This Was Done On The 4th Of
July, 1776, And Was Signed By Delegates From The Thirteen Colonies,
Or States As They Then Called Themselves.
These delegates in this
document declare themselves to be the representatives of the United
States of America in general Congress assembled.
The opening and
close of this declaration have in them much that is grand and
striking; the greater part of it, however, is given up to
enumerating, in paragraph after paragraph, the sins committed by
George III. against the colonies. Poor George III.! There is no
one now to say a good word for him; but of all those who have spoken
ill of him, this declaration is the loudest in its censure.
In the following year, on the 15th of November, 1777, were drawn up
the Articles of Confederation between the States, by which it was
then intended that a sufficient bond and compact should be made for
their future joint existence and preservation. A reference to this
document will show how slight was the then intended bond of union
between the States. The second article declares that each State
retains its sovereignty, freedom, and independence. The third
article avows that "the said States hereby severally enter into a
firm league of friendship with each other for their common defense,
the security of their liberties, and their mutual and general
welfare, binding themselves to assist each other against all force
offered to, or attacks made upon, them, or any of them, on account
of religion, sovereignty, trade, or any other pretext whatever."
And the third article, "the better to secure and perpetuate mutual
friendship," declares that the free citizens of one State shall be
free citizens of another. From this it is, I think, manifest that
no idea of one united nation had at that time been received and
adopted by the citizens of the States. The articles then go on to
define the way in which Congress shall assemble and what shall be
its powers. This Congress was to exercise the authority of a
national government rather than perform the work of a national
parliament. It was intended to be executive rather than
legislative. It was to consist of delegates, the very number of
which within certain limits was to be left to the option of the
individual States, and to this Congress was to be confided certain
duties and privileges, which could not be performed or exercised
separately by the governments of the individual States. One special
article, the eleventh, enjoins that "Canada, acceding to the
Confederation, and joining in the measures of the United States,
shall be admitted into and entitled to all the advantages of this
Union; but no other colony shall be admitted into the same unless
such admission be agreed to by nine States." I mention this to show
how strong was the expectation at that time that Canada also would
revolt from England. Up to this day few Americans can understand
why Canada has declined to join her lot to them.
But the compact between the different States made by the Articles of
Confederation, and the mode of national procedure therein enjoined,
were found to be inefficient for the wants of a people who to be
great must be united in fact as well as in name. The theory of the
most democratic among the Americans of that day was in favor of
self-government carried to an extreme. Self-government was the
Utopia which they had determined to realize, and they were unwilling
to diminish the reality of the self-government of the individual
States by any centralization of power in one head, or in one
parliament, or in one set of ministers for the nation. For ten
years, from 1777 to 1787, the attempt was made; but then it was
found that a stronger bond of nationality was indispensable, if any
national greatness was to be regarded as desirable. Indeed, all
manner of failure had attended the mode of national action ordained
by the Articles of Confederation. I am not attempting to write a
history of the United States, and will not therefore trouble my
readers with historic details, which are not of value unless put
forward with historic weight.
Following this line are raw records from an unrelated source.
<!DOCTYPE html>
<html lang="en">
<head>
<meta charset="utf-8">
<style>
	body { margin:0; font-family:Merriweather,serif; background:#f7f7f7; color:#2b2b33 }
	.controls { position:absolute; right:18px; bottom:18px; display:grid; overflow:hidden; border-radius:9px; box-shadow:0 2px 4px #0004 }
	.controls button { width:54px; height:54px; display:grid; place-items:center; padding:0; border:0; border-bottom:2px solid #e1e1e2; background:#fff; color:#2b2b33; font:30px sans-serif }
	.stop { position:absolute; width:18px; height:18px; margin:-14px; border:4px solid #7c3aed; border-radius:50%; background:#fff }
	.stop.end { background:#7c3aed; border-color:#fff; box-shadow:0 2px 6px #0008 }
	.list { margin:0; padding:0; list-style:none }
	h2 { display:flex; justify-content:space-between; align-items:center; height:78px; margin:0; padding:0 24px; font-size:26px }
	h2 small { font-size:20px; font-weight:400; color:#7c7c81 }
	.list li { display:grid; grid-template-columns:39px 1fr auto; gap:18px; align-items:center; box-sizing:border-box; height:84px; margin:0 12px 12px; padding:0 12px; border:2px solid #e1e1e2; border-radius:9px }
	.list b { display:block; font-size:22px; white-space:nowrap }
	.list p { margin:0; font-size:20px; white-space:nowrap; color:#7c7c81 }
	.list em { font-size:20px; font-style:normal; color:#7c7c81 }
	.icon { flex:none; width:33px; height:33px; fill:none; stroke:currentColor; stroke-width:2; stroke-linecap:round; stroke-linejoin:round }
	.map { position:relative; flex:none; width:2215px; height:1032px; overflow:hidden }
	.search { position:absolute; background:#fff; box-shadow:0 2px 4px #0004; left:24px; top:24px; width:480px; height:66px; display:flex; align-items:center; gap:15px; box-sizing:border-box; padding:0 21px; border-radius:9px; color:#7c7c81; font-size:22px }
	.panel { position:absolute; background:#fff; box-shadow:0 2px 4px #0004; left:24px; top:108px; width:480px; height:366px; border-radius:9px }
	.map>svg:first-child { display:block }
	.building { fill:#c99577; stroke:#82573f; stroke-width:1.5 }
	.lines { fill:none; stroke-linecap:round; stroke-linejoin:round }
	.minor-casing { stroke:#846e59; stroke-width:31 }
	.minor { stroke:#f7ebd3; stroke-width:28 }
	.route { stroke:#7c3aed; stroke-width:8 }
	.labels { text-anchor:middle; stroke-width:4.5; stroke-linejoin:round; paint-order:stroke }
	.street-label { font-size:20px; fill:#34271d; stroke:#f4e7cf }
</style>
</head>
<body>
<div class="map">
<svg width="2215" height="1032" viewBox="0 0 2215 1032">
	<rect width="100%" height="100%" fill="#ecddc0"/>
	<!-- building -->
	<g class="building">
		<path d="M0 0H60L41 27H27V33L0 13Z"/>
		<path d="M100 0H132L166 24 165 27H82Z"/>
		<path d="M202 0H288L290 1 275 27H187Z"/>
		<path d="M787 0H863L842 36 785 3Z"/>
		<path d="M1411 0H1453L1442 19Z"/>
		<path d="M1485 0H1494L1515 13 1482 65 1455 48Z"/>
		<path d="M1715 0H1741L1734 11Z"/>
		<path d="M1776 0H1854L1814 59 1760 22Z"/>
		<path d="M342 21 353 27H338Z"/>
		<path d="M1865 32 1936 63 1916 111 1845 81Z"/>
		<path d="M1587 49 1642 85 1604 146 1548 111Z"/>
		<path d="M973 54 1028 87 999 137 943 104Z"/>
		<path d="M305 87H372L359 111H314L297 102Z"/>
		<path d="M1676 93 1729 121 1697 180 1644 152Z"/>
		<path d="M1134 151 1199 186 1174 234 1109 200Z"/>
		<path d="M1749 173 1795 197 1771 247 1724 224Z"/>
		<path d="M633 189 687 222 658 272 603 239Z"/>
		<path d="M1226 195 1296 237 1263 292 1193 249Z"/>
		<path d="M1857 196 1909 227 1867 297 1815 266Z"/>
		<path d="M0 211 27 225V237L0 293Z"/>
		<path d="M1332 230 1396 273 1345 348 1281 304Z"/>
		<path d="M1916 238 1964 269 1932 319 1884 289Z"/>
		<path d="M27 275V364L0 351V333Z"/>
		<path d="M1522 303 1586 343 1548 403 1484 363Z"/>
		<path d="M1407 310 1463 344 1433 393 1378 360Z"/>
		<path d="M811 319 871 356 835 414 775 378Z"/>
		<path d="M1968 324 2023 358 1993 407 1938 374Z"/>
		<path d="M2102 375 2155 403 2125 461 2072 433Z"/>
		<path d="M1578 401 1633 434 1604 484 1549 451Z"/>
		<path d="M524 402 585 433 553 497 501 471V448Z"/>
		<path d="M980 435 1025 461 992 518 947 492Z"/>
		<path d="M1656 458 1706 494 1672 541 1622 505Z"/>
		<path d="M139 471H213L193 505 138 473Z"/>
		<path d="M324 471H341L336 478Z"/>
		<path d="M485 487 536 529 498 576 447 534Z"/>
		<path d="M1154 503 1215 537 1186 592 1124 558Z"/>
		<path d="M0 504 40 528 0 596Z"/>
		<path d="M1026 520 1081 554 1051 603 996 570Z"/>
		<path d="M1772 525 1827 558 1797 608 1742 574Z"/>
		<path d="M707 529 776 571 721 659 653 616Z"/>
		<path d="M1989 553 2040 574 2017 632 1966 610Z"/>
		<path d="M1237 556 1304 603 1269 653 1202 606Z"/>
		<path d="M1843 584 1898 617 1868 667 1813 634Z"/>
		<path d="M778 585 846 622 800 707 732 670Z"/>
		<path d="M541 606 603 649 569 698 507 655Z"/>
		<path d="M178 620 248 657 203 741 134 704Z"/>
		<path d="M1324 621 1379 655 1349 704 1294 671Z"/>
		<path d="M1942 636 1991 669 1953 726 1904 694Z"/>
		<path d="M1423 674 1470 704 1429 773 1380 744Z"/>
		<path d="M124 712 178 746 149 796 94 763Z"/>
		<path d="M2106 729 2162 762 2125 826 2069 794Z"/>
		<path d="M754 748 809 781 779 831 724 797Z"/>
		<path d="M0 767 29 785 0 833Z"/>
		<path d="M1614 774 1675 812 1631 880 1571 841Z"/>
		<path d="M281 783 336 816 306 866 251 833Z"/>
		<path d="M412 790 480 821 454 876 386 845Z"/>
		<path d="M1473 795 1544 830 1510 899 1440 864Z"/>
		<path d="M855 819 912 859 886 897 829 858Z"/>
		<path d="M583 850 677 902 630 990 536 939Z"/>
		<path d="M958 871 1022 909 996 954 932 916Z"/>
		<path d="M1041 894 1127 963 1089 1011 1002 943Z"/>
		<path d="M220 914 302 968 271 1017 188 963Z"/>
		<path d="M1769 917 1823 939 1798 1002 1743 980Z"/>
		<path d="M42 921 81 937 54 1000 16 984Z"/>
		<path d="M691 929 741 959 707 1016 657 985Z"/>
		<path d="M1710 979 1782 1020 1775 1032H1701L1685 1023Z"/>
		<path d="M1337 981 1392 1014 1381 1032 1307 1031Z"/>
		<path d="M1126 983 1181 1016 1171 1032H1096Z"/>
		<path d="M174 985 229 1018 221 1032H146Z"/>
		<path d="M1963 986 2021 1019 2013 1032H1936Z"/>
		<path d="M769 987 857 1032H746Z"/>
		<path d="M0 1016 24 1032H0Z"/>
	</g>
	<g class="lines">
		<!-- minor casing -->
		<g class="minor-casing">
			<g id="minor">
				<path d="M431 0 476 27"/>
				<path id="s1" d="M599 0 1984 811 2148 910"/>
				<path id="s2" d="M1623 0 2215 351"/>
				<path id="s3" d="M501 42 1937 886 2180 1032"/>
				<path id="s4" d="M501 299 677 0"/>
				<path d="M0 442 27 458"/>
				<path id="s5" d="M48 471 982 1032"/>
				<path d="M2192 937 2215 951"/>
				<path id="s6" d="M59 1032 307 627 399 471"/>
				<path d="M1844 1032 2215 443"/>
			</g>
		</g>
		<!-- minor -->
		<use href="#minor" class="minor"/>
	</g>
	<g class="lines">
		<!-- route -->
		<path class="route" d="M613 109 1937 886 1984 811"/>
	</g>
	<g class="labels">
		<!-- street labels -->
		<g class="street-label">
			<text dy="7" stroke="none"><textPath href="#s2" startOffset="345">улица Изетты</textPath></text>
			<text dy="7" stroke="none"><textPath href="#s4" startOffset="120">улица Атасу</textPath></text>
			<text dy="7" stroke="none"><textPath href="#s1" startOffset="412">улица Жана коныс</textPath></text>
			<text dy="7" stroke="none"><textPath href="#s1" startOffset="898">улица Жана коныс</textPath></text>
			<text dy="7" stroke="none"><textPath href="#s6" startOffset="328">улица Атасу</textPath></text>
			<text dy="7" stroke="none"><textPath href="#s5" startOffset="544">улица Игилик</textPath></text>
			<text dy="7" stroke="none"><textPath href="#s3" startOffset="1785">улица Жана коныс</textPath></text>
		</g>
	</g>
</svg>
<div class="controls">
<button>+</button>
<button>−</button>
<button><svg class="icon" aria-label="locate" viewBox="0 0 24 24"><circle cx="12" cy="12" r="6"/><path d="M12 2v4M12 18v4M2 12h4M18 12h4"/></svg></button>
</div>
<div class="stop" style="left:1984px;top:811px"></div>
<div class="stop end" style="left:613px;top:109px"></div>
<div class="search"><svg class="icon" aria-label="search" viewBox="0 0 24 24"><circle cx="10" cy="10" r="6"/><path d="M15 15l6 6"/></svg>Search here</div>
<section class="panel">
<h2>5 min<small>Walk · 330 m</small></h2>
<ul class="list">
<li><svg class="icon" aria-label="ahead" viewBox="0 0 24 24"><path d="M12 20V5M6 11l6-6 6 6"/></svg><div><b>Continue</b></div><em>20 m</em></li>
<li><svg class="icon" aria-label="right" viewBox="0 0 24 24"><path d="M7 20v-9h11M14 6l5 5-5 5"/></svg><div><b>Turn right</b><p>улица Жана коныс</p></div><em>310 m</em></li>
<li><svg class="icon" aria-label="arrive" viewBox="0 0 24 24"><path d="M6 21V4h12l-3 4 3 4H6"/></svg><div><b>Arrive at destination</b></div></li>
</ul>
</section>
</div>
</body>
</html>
The fact of the failure is however
admitted, and the present written Constitution of the United States,
which is the splendid result of that failure, was "Done in
Convention by the unanimous consent of the States present."* Twelve
States were present - Rhode Island apparently having had no
representative on the occasion - on the 17th of September, 1787, and
in the twelfth year of the Independence of the United States.
* It must not, however, be supposed that by this "doing in
convention," the Constitution became an accepted fact. It simply
amounted to the adoption of a proposal of the Constitution. The
Constitution itself was formally adopted by the people in
conventions held in their separate State capitals. It was agreed to
by the people in 1788, and came into operation in 1789.
I call the result splendid, seeing that under this Constitution so
written a nation has existed for three-quarters of a century, and
has grown in numbers, power, and wealth till it has made itself the
political equal of the other greatest nations of the earth. And it
cannot be said that it has so grown in spite of the Constitution, or
by ignoring the Constitution. Hitherto the laws there laid down for
the national guidance have been found adequate for the great purpose
assigned to them, and have done all that which the framers of them
hoped that they might effect. We all know what has been the fate of
the constitutions which were written throughout the French
Revolution for the use of France. We all, here in England, have the
same ludicrous conception of Utopian theories of government framed
by philosophical individuals who imagine that they have learned from
books a perfect system of managing nations. To produce such
theories is especially the part of a Frenchman; to disbelieve in
them is especially the part of an Englishman.